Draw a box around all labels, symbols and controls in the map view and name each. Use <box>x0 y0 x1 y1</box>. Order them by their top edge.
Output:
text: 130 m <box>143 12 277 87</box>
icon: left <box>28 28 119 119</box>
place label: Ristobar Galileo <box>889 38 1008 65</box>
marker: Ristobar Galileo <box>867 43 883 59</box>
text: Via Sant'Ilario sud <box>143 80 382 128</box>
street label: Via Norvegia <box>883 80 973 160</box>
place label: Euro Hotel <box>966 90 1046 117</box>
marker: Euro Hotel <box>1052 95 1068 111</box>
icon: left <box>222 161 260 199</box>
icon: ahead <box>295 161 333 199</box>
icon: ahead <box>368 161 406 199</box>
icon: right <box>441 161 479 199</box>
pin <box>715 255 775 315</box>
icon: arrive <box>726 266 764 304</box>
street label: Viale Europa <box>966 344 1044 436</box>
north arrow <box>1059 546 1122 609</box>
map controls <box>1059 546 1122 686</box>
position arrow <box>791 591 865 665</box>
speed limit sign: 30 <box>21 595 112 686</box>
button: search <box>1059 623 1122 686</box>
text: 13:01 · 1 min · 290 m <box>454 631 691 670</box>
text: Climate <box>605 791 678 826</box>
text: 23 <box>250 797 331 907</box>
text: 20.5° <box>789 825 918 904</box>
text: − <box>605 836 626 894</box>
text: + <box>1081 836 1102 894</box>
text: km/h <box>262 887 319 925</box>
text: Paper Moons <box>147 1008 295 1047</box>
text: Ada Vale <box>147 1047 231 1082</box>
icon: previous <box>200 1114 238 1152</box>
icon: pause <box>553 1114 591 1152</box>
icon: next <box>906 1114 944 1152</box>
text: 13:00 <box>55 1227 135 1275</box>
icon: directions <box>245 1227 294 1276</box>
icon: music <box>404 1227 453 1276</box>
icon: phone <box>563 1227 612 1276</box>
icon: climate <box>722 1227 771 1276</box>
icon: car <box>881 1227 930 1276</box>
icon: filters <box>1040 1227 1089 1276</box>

..........

:: Brief ::
Go through the listing above and find each line that contains "Ristobar", then copy it.

:: Answer space ::
place label: Ristobar Galileo <box>889 38 1008 65</box>
marker: Ristobar Galileo <box>867 43 883 59</box>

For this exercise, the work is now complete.